# [Task details]
Within the listing below, filter for "sizing" and copy every matching line.

╔══

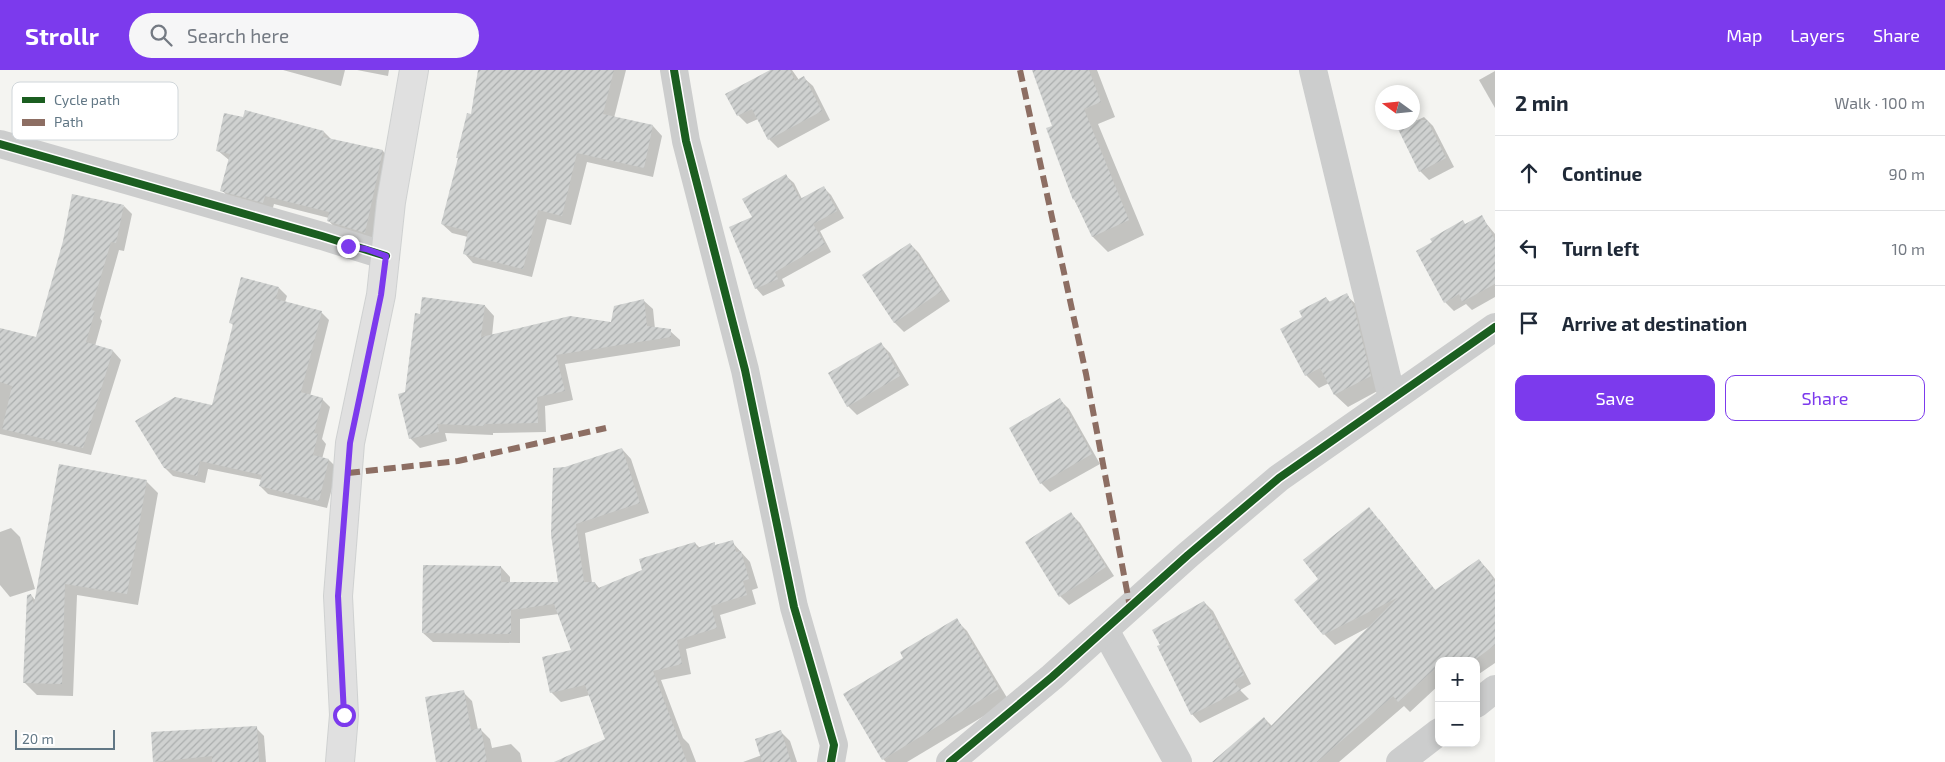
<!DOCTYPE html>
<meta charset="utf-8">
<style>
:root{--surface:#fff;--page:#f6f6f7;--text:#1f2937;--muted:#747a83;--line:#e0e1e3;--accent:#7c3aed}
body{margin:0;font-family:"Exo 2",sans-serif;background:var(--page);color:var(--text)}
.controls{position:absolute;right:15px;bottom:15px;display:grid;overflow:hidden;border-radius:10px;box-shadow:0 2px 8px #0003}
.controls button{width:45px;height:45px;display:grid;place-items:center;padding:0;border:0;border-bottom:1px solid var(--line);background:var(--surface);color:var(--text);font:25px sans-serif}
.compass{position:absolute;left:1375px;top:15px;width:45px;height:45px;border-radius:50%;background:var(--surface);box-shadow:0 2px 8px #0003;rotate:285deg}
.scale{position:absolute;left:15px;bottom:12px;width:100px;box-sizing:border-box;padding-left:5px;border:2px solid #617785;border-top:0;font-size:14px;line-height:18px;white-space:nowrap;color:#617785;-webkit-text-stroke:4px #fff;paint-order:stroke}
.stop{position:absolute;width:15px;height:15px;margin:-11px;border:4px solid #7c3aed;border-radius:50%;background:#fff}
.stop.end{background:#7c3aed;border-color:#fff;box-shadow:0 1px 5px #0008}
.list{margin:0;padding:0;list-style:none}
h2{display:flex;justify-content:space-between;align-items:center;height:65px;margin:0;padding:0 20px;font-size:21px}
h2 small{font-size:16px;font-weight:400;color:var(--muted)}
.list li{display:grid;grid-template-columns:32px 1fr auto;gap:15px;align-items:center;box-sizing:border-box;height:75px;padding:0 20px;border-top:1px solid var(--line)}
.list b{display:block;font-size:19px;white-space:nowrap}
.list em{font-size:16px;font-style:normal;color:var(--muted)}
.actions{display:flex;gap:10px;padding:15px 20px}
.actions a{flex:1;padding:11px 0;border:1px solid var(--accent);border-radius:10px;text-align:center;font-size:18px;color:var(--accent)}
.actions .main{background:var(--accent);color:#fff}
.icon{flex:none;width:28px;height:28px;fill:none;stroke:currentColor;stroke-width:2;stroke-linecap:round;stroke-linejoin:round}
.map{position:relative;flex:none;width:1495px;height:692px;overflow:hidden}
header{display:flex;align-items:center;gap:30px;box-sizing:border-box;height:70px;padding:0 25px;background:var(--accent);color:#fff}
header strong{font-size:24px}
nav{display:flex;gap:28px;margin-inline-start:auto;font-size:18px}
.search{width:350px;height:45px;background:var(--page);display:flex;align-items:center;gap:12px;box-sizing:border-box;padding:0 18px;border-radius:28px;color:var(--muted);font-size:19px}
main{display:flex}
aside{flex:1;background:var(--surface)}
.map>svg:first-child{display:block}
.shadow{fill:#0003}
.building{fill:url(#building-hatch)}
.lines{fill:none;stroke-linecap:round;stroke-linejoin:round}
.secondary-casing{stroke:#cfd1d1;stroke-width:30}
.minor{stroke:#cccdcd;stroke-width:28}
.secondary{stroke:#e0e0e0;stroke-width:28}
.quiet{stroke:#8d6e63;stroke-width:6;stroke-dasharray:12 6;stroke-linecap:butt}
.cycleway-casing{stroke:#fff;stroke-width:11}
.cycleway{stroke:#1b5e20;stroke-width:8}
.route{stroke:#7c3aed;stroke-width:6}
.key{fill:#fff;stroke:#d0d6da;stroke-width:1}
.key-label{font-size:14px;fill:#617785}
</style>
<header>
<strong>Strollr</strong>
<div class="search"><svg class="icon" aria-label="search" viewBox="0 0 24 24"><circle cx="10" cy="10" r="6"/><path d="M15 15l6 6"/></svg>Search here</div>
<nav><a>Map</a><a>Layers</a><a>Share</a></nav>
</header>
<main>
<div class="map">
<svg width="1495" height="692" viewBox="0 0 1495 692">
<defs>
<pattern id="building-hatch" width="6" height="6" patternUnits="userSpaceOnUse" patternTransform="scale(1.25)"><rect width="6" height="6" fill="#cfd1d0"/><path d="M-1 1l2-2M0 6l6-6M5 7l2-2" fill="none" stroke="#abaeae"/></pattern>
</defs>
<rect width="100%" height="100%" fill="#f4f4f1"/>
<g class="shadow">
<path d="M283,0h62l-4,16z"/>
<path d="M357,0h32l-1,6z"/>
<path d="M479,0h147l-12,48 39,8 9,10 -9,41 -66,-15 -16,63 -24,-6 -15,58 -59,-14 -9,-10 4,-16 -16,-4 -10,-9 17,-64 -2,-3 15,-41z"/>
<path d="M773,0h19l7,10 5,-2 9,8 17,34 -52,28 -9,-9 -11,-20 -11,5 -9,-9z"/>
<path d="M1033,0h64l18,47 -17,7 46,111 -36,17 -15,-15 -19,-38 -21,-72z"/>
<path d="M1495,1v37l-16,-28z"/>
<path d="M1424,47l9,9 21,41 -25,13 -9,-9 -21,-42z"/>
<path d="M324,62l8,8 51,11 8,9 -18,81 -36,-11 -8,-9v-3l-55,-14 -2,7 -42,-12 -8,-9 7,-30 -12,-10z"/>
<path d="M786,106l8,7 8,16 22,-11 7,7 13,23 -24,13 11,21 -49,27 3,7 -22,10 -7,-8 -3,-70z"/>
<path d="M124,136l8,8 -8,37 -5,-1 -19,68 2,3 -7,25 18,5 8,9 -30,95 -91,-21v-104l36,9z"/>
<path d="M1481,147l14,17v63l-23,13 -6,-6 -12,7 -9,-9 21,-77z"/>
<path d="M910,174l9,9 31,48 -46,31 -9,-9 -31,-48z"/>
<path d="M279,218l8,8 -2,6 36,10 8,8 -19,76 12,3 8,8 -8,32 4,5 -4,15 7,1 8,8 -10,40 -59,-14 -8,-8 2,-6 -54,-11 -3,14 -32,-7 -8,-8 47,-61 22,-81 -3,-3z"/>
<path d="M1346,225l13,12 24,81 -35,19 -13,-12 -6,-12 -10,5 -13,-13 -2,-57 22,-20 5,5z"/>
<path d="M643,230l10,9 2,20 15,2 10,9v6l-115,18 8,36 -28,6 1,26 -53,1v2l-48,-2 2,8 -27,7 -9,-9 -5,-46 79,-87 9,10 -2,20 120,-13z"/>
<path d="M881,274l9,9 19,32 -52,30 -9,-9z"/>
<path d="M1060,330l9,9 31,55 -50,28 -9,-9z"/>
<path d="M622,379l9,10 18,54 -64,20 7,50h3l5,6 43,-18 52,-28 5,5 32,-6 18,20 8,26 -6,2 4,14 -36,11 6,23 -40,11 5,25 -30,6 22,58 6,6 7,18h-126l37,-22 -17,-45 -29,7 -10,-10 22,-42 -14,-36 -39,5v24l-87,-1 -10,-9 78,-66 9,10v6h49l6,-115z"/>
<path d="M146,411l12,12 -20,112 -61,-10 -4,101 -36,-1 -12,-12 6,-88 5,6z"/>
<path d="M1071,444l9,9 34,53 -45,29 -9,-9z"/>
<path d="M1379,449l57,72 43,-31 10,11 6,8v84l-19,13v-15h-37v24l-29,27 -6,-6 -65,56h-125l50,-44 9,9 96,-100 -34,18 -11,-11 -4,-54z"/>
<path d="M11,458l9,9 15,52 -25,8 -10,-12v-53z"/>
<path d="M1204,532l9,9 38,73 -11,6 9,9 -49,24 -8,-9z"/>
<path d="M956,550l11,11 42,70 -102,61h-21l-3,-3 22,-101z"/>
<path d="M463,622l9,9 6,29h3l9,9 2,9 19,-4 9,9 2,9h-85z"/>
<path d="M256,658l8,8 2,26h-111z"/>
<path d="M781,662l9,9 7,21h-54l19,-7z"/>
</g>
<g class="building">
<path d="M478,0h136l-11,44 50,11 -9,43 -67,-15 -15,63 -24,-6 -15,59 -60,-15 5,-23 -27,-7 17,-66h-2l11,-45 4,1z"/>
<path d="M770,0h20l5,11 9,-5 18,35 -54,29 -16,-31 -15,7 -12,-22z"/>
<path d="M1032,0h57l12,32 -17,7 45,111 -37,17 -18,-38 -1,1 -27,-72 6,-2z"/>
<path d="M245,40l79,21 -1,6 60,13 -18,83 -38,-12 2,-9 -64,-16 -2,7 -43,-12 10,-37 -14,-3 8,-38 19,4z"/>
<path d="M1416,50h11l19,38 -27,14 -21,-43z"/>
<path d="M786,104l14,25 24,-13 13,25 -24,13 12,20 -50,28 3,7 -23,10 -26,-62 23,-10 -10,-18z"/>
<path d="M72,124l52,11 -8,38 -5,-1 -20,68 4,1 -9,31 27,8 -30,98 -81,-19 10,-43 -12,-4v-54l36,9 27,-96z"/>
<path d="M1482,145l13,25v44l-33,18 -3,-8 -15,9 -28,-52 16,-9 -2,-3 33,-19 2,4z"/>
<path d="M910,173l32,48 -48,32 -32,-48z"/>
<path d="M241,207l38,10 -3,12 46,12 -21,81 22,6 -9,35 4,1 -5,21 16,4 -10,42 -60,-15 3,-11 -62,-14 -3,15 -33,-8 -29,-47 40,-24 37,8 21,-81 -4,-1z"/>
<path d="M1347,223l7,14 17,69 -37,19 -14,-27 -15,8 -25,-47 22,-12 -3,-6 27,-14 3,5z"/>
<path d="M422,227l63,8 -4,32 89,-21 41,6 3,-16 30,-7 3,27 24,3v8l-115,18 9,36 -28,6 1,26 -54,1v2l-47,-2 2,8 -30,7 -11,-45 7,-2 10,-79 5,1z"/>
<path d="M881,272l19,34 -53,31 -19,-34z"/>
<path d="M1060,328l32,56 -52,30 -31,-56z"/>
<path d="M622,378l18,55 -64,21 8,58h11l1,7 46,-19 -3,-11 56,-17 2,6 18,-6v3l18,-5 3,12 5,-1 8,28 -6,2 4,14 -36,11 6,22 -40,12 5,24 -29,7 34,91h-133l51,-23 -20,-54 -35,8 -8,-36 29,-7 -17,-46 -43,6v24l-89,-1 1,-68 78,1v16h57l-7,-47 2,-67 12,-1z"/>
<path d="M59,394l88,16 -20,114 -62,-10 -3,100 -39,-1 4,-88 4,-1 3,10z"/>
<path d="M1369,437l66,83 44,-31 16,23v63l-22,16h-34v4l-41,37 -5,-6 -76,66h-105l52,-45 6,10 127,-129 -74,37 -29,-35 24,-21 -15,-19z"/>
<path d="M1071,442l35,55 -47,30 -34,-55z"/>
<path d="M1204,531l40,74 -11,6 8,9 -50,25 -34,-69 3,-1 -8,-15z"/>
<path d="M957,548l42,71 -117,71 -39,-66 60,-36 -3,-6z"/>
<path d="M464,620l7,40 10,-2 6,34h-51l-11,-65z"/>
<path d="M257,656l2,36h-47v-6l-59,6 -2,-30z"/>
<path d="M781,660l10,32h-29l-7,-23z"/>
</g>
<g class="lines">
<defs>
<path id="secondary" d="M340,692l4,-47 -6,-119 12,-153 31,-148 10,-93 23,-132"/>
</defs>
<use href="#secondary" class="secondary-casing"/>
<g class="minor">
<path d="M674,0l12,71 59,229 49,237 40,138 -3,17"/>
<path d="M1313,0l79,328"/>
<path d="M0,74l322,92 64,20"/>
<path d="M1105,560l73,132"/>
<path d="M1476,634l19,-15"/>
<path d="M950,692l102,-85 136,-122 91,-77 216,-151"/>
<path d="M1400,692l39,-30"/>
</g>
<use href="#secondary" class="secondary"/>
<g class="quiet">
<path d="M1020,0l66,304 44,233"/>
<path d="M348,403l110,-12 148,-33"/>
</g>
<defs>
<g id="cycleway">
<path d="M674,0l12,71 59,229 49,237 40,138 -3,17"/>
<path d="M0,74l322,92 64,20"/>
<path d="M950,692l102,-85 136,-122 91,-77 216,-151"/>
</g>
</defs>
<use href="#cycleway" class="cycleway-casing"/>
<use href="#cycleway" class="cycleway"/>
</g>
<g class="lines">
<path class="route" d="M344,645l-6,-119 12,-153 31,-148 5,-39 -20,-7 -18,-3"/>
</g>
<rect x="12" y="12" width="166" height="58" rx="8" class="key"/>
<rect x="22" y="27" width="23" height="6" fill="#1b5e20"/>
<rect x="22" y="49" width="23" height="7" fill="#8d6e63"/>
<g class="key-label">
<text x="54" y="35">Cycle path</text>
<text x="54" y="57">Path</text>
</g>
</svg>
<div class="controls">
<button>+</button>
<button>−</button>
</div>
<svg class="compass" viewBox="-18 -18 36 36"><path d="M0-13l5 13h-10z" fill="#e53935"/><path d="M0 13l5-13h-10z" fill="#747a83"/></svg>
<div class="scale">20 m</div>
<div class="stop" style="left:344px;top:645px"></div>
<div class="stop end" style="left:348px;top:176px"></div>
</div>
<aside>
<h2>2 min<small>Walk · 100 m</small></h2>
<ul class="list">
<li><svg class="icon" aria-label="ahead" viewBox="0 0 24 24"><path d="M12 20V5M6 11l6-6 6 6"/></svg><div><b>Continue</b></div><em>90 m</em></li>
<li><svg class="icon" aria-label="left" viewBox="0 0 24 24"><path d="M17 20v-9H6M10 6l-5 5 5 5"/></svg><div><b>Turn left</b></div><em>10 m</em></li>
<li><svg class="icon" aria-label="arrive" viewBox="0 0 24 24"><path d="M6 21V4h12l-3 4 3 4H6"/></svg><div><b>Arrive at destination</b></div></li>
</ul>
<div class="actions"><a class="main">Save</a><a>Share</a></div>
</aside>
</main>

╚══

# [Written answer]
.scale{position:absolute;left:15px;bottom:12px;width:100px;box-sizing:border-box;padding-left:5px;border:2px solid #617785;border-top:0;font-size:14px;line-height:18px;white-space:nowrap;color:#617785;-webkit-text-stroke:4px #fff;paint-order:stroke}
.list li{display:grid;grid-template-columns:32px 1fr auto;gap:15px;align-items:center;box-sizing:border-box;height:75px;padding:0 20px;border-top:1px solid var(--line)}
header{display:flex;align-items:center;gap:30px;box-sizing:border-box;height:70px;padding:0 25px;background:var(--accent);color:#fff}
.search{width:350px;height:45px;background:var(--page);display:flex;align-items:center;gap:12px;box-sizing:border-box;padding:0 18px;border-radius:28px;color:var(--muted);font-size:19px}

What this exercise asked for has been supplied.